真船一雄「スーパードクターK」シリーズの通算100巻到達を記念したトークショー&サイン会が、2月10日に東京・Mixalive TOKYOで開催された。
【大きな画像をもっと見る】「スーパードクターK」シリーズは、“K”の名のもとに集いし医師たちが、万病に挑むメディカルエンタテインメント。1988年から1998年にかけて週刊少年マガジン(講談社)で「スーパードクターK」および「Doctor K」が連載され、その続編となる「K2(ケーツー)」が2004年にイブニング(講談社)でスタートした。同誌の休刊にともない2023年からはコミックDAYSで連載されている。この日のイベントには、真船とともに、シリーズを支えてきた歴代編集者4人も登壇した。

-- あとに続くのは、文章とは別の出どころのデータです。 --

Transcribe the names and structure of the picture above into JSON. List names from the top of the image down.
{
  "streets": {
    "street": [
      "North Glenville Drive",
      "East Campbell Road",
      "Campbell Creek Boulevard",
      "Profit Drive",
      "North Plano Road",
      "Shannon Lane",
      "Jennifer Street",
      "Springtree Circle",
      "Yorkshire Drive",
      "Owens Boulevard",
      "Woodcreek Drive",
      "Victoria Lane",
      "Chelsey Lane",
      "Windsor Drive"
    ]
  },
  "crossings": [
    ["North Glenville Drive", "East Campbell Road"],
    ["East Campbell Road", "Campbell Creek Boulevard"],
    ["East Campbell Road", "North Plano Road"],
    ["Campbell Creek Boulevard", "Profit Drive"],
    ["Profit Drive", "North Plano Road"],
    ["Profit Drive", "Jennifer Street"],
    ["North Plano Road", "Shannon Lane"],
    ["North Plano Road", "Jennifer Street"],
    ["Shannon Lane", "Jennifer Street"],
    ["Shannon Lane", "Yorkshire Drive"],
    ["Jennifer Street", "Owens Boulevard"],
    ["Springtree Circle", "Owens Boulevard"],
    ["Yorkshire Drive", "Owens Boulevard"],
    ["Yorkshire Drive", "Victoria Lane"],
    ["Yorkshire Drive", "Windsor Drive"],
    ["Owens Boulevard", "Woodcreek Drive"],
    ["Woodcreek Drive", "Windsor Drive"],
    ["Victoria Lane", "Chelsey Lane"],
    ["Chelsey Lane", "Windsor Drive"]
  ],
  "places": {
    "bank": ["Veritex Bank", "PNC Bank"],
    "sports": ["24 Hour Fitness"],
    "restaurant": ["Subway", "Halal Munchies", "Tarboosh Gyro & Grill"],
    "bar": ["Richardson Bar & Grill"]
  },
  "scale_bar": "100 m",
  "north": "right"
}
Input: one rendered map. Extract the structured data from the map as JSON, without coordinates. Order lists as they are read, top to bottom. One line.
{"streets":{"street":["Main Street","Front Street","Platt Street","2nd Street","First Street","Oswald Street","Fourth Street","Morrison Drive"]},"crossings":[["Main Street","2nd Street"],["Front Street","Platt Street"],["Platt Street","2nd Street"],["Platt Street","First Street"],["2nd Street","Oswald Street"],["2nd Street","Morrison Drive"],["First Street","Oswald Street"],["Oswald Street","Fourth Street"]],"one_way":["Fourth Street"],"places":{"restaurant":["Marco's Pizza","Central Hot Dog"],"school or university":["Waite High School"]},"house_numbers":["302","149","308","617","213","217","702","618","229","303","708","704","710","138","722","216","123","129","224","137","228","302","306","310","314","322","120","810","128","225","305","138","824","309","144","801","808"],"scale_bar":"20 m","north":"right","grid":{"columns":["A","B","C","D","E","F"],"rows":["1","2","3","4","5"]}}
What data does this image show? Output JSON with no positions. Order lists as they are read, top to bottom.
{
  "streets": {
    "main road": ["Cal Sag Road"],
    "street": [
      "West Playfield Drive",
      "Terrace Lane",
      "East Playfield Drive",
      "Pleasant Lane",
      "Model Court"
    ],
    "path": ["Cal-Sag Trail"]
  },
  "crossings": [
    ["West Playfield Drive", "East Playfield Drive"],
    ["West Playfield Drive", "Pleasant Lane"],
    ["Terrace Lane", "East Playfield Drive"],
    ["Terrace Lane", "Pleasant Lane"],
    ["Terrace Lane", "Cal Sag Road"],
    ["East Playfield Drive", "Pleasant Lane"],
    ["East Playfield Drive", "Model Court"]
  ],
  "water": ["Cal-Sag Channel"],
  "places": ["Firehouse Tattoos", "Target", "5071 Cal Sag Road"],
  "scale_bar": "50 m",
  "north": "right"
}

まずは真船が100人の観客に向けて「『K2』が始まってから20年経つそうで、単行本もシリーズ通算で100巻を迎えました。これもひとえに皆さまのおかげと感謝しています」と感謝の言葉を述べる。続けて「今日は編集さんをお呼びしてます。なかなか厳しい戦いになると思いますので、どうか応援してください(笑)」と客席に笑いかけると、登壇者である歴代の編集者を1人ずつ紹介しながら呼び込んだ。「厳しい方だけど、感謝してる」と真船が話すのは、初代担当である梶原和哉氏。新入社員だったころから真船を担当していたという梶原氏は「サラリーマン生活そのものという感じ」と真船と過ごした時間を説明する。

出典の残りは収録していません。